* **TASK OBJECTIVE**
Please write out the whole listing that follows exactly; the pictures stay out.

* **LISTED RECORDS**

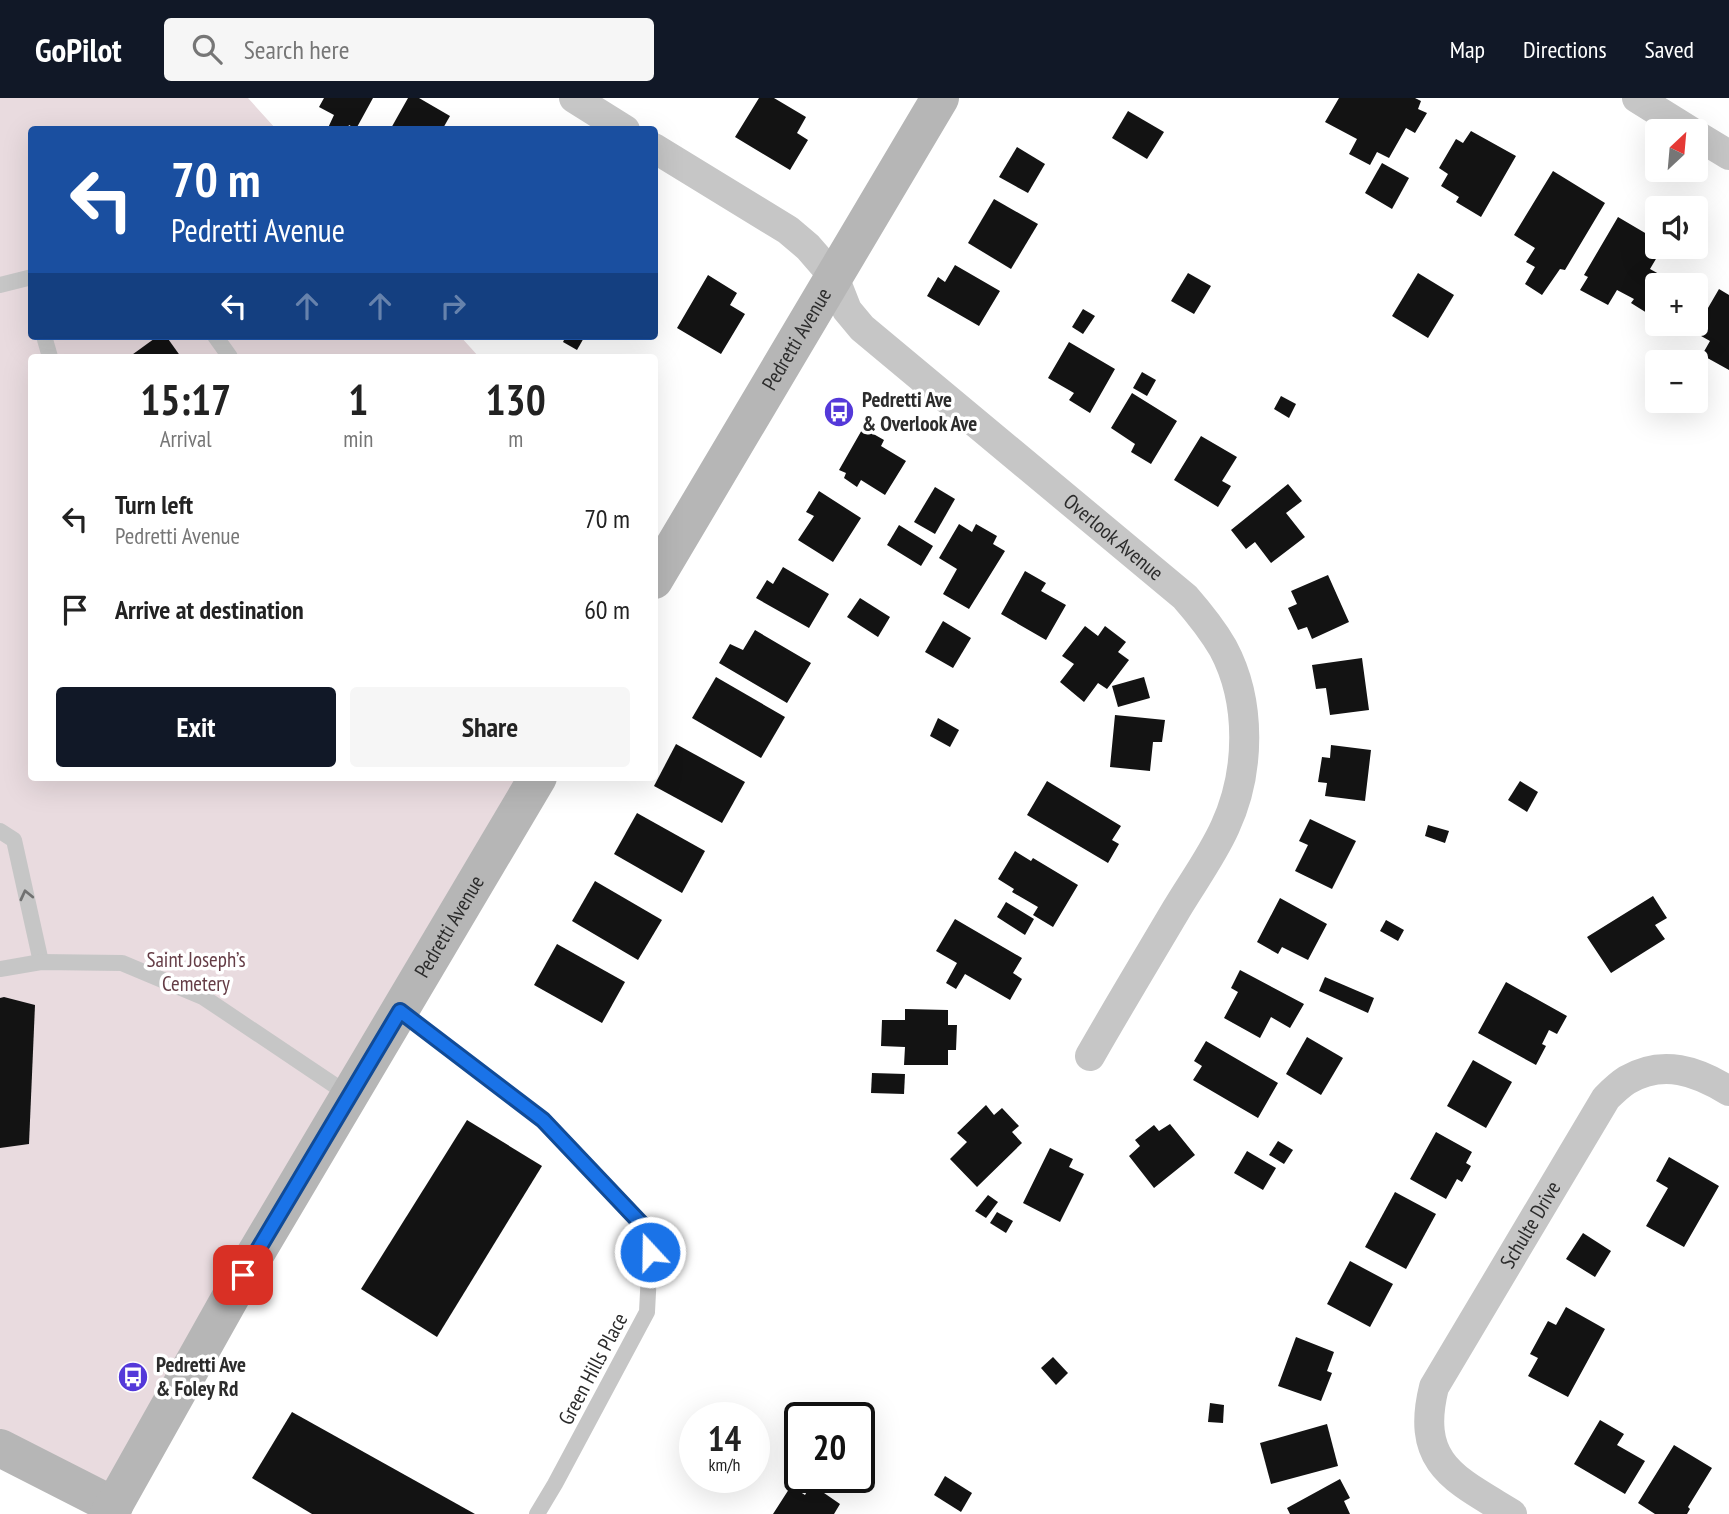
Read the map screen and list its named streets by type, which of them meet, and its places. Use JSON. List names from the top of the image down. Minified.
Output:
{"streets":{"street":["Pedretti Avenue","Overlook Avenue","Schulte Drive"],"lane":["Green Hills Place"]},"crossings":[["Pedretti Avenue","Overlook Avenue"],["Pedretti Avenue","Green Hills Place"]],"parks":["Saint Joseph’s Cemetery"],"places":{"bus stop":["Pedretti Ave & Overlook Ave","Pedretti Ave & Foley Rd"]},"north":"top right","page":{"header":"GoPilot","search":"Search here","nav":["Map","Directions","Saved"],"map_buttons":["+","−"],"turn":["70 m","Pedretti Avenue"],"eta":["15:17","Arrival","1","min","130","m"],"list":[{"name":"Turn left","note":"Pedretti Avenue","value":"70 m"},{"name":"Arrive at destination","value":"60 m"}],"buttons":["Exit","Share"],"speed":"14 km/h","limit":"20"}}
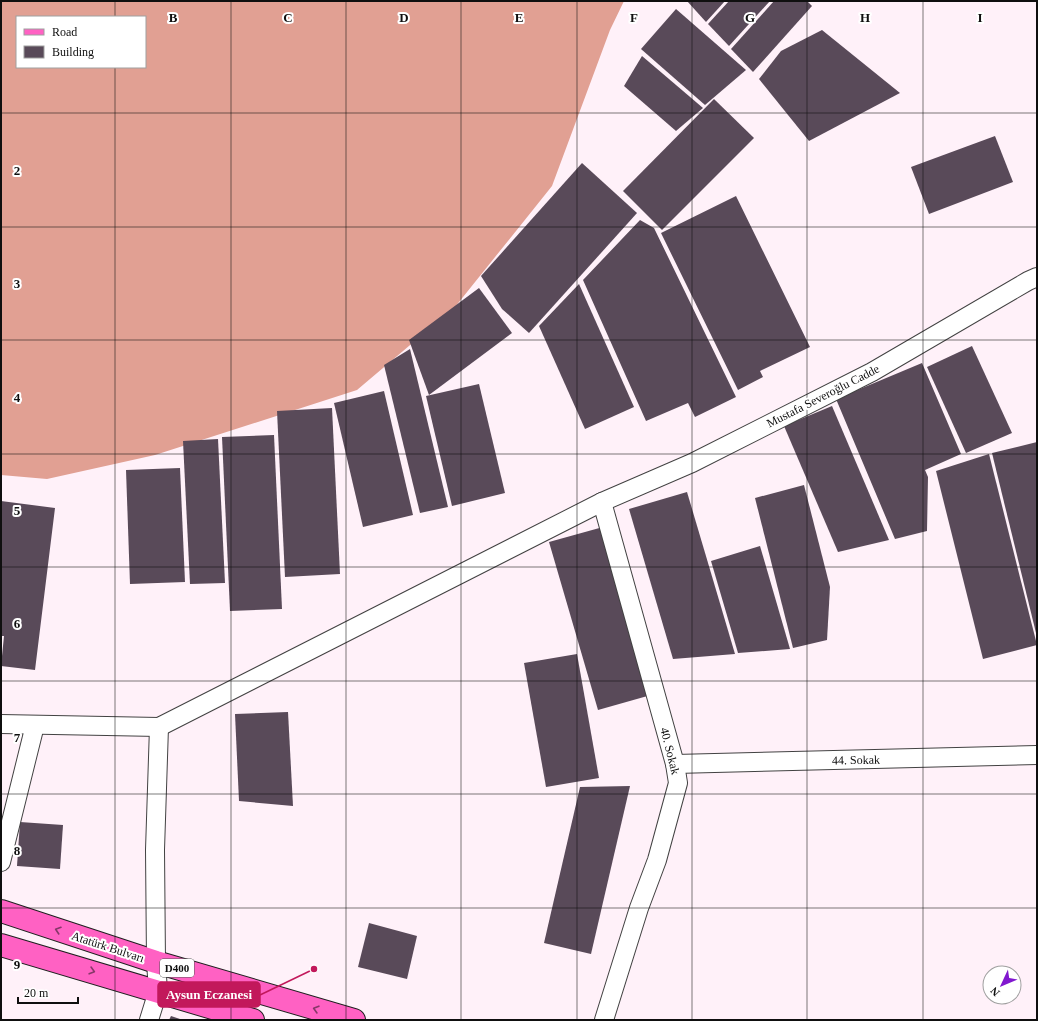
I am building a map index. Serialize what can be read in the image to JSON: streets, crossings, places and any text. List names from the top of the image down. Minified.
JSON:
{"streets":{"main road":["Atatürk Bulvarı","D400"],"street":["Mustafa Severoğlu Cadde","40. Sokak","44. Sokak"]},"crossings":[["Mustafa Severoğlu Cadde","40. Sokak"],["40. Sokak","44. Sokak"]],"places":["Aysun Eczanesi"],"legend":["Road","Building"],"scale_bar":"20 m","north":"bottom left","grid":{"columns":["B","C","D","E","F","G","H","I"],"rows":["2","3","4","5","6","7","8","9"]}}
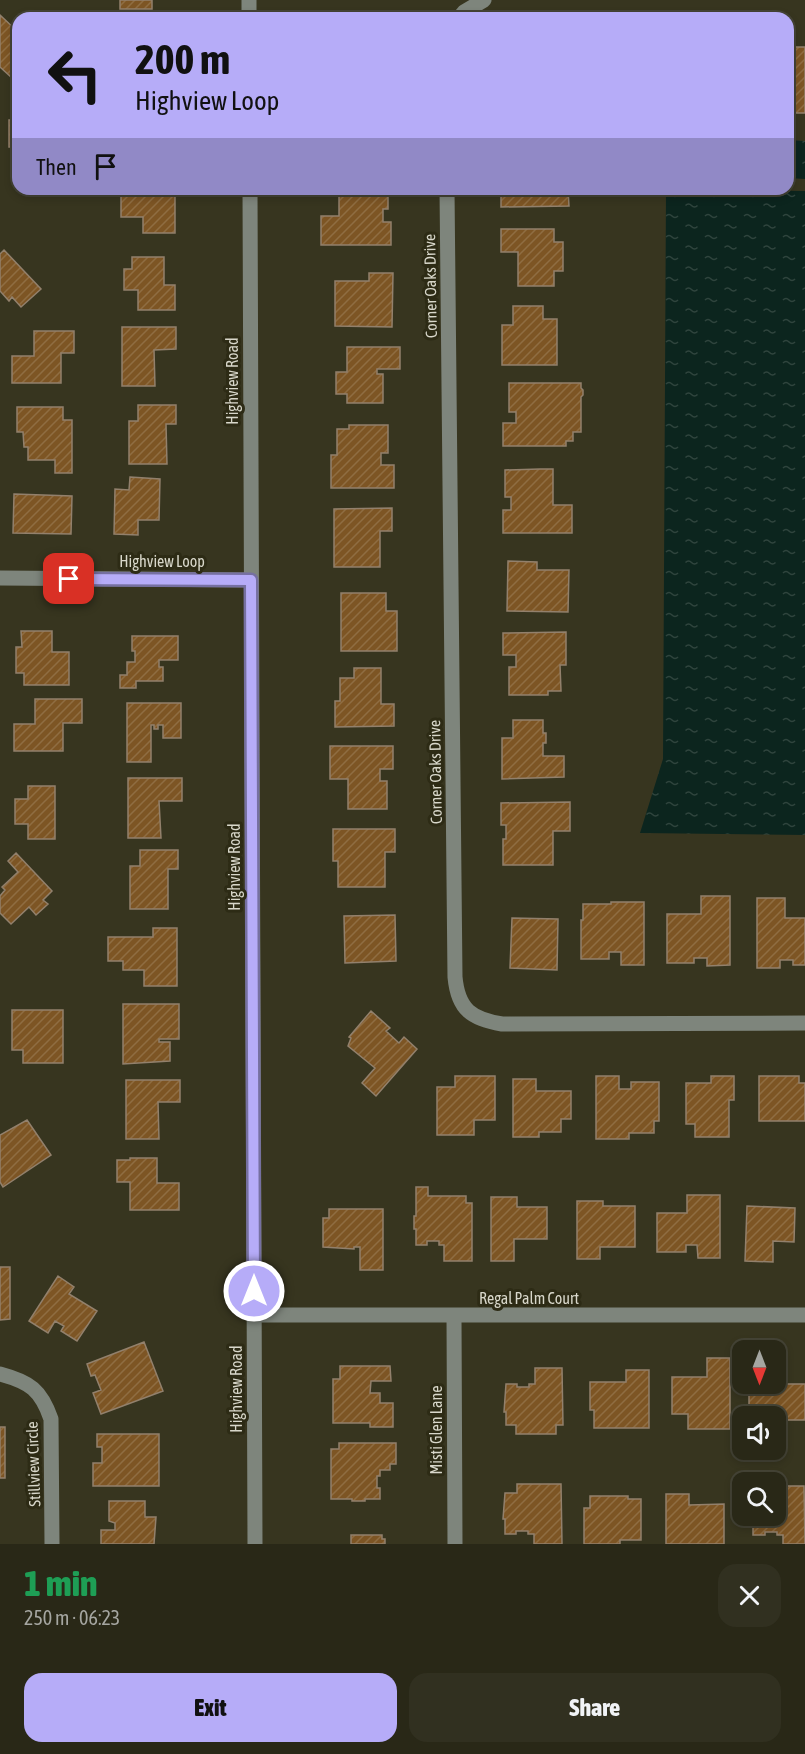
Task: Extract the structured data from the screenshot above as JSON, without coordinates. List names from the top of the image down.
{
  "streets": {
    "street": [
      "Corner Oaks Drive",
      "Highview Road",
      "Highview Loop",
      "Regal Palm Court",
      "Misti Glen Lane",
      "Stillview Circle"
    ]
  },
  "crossings": [
    ["Highview Road", "Highview Loop"],
    ["Highview Road", "Regal Palm Court"],
    ["Regal Palm Court", "Misti Glen Lane"]
  ],
  "north": "bottom",
  "page": {
    "turn": ["200 m", "Highview Loop"],
    "then": "Then",
    "heading": ["1 min", "250 m · 06:23"],
    "buttons": ["Exit", "Share"]
  }
}
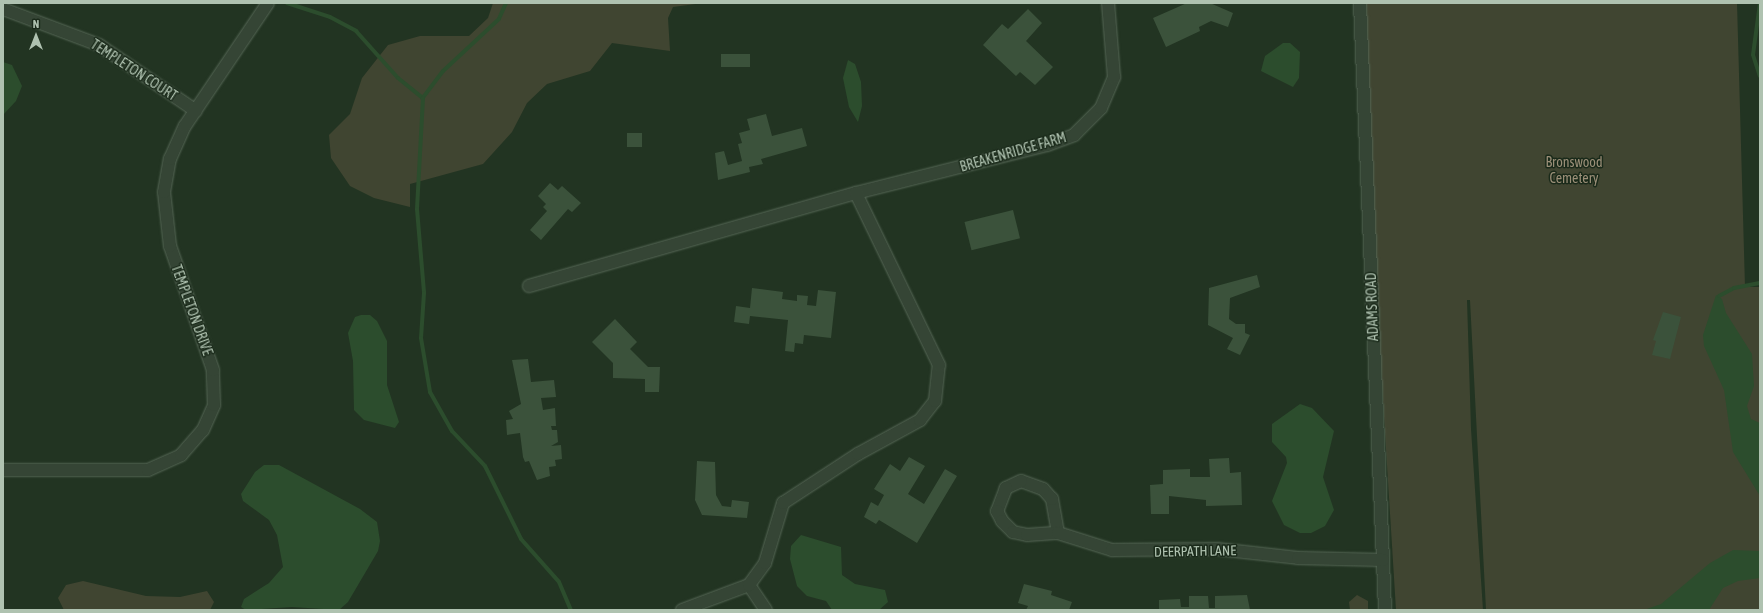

* **RESULT**
Read the map screen and list its named streets by type, which of them meet, and its places. Use JSON. List names from the top of the image down. Minified.
Output:
{"streets":{"street":["Pedretti Avenue","Overlook Avenue","Schulte Drive"],"lane":["Green Hills Place"]},"crossings":[["Pedretti Avenue","Overlook Avenue"],["Pedretti Avenue","Green Hills Place"]],"parks":["Saint Joseph’s Cemetery"],"places":{"bus stop":["Pedretti Ave & Overlook Ave","Pedretti Ave & Foley Rd"]},"north":"top right","page":{"header":"GoPilot","search":"Search here","nav":["Map","Directions","Saved"],"map_buttons":["+","−"],"turn":["70 m","Pedretti Avenue"],"eta":["15:17","Arrival","1","min","130","m"],"list":[{"name":"Turn left","note":"Pedretti Avenue","value":"70 m"},{"name":"Arrive at destination","value":"60 m"}],"buttons":["Exit","Share"],"speed":"14 km/h","limit":"20"}}
I am building a map index. Serialize what can be read in the image to JSON: streets, crossings, places and any text. List names from the top of the image down. Minified.
JSON:
{"streets":{"main road":["Atatürk Bulvarı","D400"],"street":["Mustafa Severoğlu Cadde","40. Sokak","44. Sokak"]},"crossings":[["Mustafa Severoğlu Cadde","40. Sokak"],["40. Sokak","44. Sokak"]],"places":["Aysun Eczanesi"],"legend":["Road","Building"],"scale_bar":"20 m","north":"bottom left","grid":{"columns":["B","C","D","E","F","G","H","I"],"rows":["2","3","4","5","6","7","8","9"]}}
Task: Extract the structured data from the screenshot above as JSON, without coordinates. List names from the top of the image down.
{
  "streets": {
    "street": [
      "Corner Oaks Drive",
      "Highview Road",
      "Highview Loop",
      "Regal Palm Court",
      "Misti Glen Lane",
      "Stillview Circle"
    ]
  },
  "crossings": [
    ["Highview Road", "Highview Loop"],
    ["Highview Road", "Regal Palm Court"],
    ["Regal Palm Court", "Misti Glen Lane"]
  ],
  "north": "bottom",
  "page": {
    "turn": ["200 m", "Highview Loop"],
    "then": "Then",
    "heading": ["1 min", "250 m · 06:23"],
    "buttons": ["Exit", "Share"]
  }
}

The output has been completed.